Frassinetti, non aver paura di questa parola

Redazione ANSA ROMA

(ANSA) - ROMA, 28 NOV - Merito, formazione, partecipazione, Di questo e di tanto altro si è parlato oggi a Milano nel convegno nazionale di Dirigentiscuola, organizzato in collaborazione con l'ente di formazione ATHENA DISCONF e moderato dal giornalista Paolo Ferrario.
    A fare gli onori di casa il presidente nazionale dell'associazione dei presidi Attilio Fratta:"La nuova denominazione del Ministero ha scatenato le reazioni della politica ma è un bene che si torni a discutere di merito. Quando si parla di merito bisogna parlare anche del corpo docente e dei dirigenti, non solo degli alunni. Il merito deve essere accompagnato anche dal benessere del personale scolastico".
    Per la sottosegretaria al ministero dell'istruzione e del merito, Paola Frassinetti, "il merito è stato aggiunto all'istruzione sollevando grandi polemiche ma è una parola di cui non aver paura. Bisogna alzare nuovamente l'asticella della preparazione, partire tutte dalle stesse condizioni e poi i più meritevoli possono andare avanti. Nella vita il confronto con la valutazione arriva e bisogna essere preparati a gestirla anche attraverso la formazione, per quanto riguarda la classe docente e dirigente. Questa legislatura inizia con le migliori intenzioni, i fondi del PNRR non devono essere vanificati, sia nell'edilizia scolastica che negli altri campi di indirizzo".

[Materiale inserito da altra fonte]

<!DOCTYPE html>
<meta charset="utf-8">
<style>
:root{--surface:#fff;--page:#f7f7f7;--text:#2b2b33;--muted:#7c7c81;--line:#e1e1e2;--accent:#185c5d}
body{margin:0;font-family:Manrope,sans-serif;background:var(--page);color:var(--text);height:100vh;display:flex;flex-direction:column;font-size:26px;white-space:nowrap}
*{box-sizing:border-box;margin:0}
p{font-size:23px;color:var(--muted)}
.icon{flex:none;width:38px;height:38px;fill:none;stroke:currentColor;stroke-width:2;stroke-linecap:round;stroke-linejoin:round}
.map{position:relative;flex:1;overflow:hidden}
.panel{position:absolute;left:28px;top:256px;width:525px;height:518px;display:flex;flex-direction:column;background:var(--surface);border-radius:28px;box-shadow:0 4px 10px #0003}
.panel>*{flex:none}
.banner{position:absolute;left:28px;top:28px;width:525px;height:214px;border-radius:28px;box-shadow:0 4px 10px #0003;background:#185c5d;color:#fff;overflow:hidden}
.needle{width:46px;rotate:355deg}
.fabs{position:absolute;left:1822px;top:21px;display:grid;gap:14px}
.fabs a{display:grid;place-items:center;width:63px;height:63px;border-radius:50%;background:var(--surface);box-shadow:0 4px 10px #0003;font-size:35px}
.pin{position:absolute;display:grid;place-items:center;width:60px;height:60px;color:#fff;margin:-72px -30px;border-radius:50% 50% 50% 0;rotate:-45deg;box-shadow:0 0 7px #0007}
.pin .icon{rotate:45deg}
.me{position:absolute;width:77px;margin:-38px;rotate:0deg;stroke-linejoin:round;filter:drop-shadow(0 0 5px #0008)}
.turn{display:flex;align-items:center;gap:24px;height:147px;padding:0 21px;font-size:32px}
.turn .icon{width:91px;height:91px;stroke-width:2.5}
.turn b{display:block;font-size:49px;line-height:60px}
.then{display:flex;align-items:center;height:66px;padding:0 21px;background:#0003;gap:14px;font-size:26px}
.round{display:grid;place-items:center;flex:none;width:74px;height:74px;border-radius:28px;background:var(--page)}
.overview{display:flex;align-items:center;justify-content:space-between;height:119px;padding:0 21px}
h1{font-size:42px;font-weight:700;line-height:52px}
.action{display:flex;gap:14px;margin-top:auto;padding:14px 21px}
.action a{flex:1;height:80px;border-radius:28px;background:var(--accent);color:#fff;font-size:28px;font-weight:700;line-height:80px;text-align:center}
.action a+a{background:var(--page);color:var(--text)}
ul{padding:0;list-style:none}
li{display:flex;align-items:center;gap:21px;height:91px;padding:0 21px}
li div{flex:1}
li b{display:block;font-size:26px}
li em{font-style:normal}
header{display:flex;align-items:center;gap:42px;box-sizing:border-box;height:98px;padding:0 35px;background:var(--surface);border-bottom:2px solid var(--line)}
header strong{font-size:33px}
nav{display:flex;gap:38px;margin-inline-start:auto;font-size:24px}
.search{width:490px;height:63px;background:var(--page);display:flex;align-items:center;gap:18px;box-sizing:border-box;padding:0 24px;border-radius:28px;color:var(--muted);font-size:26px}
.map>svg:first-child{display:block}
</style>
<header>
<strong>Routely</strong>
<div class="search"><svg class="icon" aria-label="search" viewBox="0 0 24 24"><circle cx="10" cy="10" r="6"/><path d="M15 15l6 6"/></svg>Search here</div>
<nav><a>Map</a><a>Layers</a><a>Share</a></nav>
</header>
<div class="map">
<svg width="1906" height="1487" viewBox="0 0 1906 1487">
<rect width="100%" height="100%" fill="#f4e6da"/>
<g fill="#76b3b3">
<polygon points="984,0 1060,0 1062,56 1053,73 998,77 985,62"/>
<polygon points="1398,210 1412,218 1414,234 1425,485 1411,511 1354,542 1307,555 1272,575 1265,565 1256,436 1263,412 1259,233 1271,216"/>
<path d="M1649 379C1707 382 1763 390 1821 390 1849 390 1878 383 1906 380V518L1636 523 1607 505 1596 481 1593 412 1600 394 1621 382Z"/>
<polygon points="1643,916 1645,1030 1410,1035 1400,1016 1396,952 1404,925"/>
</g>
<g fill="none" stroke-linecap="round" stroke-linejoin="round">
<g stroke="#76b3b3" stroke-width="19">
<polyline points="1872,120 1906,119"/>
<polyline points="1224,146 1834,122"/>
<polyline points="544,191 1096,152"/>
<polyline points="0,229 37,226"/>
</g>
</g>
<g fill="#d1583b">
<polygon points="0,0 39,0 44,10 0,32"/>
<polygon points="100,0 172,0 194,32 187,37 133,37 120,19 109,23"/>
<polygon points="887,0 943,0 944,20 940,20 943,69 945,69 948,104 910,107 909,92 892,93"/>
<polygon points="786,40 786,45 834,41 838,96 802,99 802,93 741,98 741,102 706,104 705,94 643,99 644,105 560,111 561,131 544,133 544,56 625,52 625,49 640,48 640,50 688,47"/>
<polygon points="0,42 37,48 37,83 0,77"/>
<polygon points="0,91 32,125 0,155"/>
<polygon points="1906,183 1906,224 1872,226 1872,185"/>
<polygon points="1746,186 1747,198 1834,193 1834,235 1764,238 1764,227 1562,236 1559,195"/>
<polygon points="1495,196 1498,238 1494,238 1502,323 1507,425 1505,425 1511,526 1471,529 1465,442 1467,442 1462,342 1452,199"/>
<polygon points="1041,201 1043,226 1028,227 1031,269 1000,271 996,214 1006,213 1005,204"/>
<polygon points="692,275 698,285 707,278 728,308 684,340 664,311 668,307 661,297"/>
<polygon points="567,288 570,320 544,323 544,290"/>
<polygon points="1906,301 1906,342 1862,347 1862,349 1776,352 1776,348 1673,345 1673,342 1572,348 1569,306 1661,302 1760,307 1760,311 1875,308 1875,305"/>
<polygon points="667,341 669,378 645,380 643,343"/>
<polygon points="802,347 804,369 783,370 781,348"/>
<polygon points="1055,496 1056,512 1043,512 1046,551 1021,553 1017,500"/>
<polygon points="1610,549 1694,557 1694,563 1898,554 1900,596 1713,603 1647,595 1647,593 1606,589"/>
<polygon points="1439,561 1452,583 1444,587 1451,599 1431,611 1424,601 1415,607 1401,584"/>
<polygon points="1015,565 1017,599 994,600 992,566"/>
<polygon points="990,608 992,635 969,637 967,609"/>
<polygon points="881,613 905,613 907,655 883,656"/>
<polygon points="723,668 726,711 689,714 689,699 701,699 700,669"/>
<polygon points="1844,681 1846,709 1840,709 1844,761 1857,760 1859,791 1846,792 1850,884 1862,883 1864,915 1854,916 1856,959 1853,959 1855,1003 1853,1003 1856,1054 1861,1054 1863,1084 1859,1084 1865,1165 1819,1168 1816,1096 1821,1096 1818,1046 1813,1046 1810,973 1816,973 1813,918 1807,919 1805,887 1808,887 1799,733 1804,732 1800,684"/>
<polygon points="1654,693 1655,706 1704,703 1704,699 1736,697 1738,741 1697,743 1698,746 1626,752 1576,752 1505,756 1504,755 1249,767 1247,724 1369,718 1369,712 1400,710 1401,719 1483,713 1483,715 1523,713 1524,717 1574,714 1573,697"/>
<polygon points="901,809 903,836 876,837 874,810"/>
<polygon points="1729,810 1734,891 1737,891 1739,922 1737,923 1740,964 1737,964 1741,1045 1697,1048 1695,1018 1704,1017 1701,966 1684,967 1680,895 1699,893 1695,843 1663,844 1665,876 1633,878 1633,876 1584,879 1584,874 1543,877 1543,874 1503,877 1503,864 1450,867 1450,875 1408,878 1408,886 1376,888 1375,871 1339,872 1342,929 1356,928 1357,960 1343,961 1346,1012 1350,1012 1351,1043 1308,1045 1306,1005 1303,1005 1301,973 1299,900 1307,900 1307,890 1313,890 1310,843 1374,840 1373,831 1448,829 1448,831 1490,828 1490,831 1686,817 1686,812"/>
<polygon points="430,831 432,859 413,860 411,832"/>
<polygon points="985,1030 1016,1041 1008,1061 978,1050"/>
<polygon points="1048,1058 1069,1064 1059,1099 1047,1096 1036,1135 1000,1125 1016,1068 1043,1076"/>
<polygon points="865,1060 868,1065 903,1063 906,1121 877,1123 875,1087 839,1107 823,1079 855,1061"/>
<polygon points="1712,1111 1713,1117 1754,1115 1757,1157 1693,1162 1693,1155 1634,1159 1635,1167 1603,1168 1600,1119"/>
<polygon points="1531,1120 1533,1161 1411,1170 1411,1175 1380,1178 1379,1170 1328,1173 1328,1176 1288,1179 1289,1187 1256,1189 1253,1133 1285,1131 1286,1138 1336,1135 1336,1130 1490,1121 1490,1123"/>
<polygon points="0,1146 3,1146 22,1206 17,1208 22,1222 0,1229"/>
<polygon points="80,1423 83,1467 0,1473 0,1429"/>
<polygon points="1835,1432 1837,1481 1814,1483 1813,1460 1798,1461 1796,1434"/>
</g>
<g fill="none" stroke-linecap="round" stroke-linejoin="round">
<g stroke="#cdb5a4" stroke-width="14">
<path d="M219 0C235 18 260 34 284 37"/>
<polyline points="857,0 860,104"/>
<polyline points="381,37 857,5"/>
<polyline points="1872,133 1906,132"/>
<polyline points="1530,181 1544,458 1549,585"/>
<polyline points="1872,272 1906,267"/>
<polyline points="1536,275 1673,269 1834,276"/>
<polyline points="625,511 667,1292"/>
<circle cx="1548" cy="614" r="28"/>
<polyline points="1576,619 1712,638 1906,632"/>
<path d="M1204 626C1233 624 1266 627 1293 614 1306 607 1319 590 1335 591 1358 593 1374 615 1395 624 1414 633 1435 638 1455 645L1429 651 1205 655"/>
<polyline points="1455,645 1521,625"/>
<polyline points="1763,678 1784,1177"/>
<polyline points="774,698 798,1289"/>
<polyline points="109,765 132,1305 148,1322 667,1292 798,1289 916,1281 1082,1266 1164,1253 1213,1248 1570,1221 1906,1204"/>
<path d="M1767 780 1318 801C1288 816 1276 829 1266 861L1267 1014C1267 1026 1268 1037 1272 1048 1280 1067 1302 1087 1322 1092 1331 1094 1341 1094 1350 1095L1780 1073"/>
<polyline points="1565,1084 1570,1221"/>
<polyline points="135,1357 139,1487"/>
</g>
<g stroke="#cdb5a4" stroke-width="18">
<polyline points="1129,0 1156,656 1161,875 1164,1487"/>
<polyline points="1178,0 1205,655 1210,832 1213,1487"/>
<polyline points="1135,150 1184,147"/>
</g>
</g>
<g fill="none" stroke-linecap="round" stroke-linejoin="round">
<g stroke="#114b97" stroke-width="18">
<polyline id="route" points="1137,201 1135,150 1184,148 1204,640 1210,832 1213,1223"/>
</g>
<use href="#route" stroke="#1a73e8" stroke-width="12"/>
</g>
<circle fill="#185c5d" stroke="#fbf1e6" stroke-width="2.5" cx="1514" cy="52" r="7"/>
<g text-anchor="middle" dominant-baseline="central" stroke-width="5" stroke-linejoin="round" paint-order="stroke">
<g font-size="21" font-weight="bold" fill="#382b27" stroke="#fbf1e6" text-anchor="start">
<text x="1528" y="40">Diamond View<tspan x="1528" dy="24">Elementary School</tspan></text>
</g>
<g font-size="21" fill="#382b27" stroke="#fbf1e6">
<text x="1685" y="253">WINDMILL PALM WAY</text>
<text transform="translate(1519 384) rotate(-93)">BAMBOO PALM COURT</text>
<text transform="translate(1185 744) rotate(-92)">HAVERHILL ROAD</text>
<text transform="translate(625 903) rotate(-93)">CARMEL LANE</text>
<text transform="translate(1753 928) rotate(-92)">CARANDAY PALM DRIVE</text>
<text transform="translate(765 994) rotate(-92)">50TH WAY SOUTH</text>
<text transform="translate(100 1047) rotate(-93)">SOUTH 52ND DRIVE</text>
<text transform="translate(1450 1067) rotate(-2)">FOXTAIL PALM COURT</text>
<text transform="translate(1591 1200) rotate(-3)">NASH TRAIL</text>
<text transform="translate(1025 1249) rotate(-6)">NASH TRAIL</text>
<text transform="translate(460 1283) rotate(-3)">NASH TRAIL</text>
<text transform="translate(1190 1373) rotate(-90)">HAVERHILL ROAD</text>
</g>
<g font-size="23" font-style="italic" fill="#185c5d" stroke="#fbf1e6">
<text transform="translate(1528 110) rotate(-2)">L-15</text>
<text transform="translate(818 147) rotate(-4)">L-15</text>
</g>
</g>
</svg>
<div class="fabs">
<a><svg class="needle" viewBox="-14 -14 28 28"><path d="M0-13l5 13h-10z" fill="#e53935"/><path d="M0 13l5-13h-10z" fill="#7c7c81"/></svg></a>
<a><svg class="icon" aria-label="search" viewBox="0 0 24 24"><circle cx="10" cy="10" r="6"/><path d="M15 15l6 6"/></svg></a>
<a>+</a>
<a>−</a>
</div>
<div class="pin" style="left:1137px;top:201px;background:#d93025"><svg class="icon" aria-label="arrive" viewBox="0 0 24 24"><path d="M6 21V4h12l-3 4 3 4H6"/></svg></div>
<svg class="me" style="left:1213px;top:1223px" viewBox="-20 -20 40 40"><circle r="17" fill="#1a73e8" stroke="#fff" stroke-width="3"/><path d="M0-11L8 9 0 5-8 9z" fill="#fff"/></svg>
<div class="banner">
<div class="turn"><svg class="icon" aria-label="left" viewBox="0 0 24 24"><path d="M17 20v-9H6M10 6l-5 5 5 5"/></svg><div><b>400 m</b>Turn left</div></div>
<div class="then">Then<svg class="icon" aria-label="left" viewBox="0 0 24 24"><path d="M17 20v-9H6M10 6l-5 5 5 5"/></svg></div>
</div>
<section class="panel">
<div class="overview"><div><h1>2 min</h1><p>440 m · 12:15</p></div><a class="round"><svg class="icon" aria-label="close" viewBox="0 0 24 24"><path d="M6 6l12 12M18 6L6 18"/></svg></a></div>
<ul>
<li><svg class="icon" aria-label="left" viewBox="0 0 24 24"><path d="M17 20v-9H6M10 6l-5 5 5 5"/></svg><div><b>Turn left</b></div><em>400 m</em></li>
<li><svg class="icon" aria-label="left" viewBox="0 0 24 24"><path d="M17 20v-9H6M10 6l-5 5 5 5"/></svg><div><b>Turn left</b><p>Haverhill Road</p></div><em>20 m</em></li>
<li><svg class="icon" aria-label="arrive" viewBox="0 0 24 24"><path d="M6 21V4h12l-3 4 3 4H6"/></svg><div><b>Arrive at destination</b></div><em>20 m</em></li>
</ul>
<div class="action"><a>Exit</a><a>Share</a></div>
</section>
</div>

    Per Francesco Nuzzaci, cultore di diritto scolastico: "La questione merito è incandescente. Noi conosciamo il significato di merito come lotta per emergere con conseguente abbandono di chi non ce la fa. Vediamo se è possibile costruire una narrazione alternativa attraverso la Costituzione: l'art.34, la scuola è aperta a tutti. Il merito è l'altra faccia della selettività. I gradi più alti degli studi sono accessibili solo a chi si dimostra capace e meritevole. Tutti però devono essere messi in grado di accedere all'istruzione. Come la scuola può essere utile e inclusiva e garantire le eccellenze facendo in modo che le eccellenze non coincidano con le classi più elevate? La scuola deve essere in grado di realizzare l'uguaglianza sostanziale, rimuovendo i divari dato che è espressione della Repubblica". "La scuola - secondo Alessandro Mariani, professore ordinario di pedagogia generale e sociale dell'Università di Firenze - ha bisogno di un'attenta analisi e non di slogan. Il sapere pedagogico coglie le varie sfumature. Merito è ottenere, guadagnare attraverso un'attiva partecipazione del soggetto in un contesto scolastico. Il vero merito utile oggi è quello della cultura generale e quello della vocazione. Ci vogliono curricula personalizzati che consentano di utilizzare le capacità di ciascuno, incontri di studio, prove personalizzate, in un percorso che faccia però crescere la comunità e non solo l'individuo. Merito inteso democraticamente rivelando interessi, capacità, vocazioni in una cultura che può anche orientare grazie a un rapporto educativo dialogico".
    Vittorio Lodolo D'Oria, esperto in malattie professionali del personale scolastico, nel suo intervento ha spiegato che la professione degli insegnanti è molto usurante. C'è - si è chiesto - una differenza di genere sulla suscettibilità depressiva? Sì, la donna è 2,5 volte più suscettibile a causa del lavoro, l'insegnamento Ci sono delle malattie professionali tra gli insegnanti che vanno riconosciute. La prevenzione migliore è informare il corpo docente su quelle che sono le patologie a rischio". (ANSA).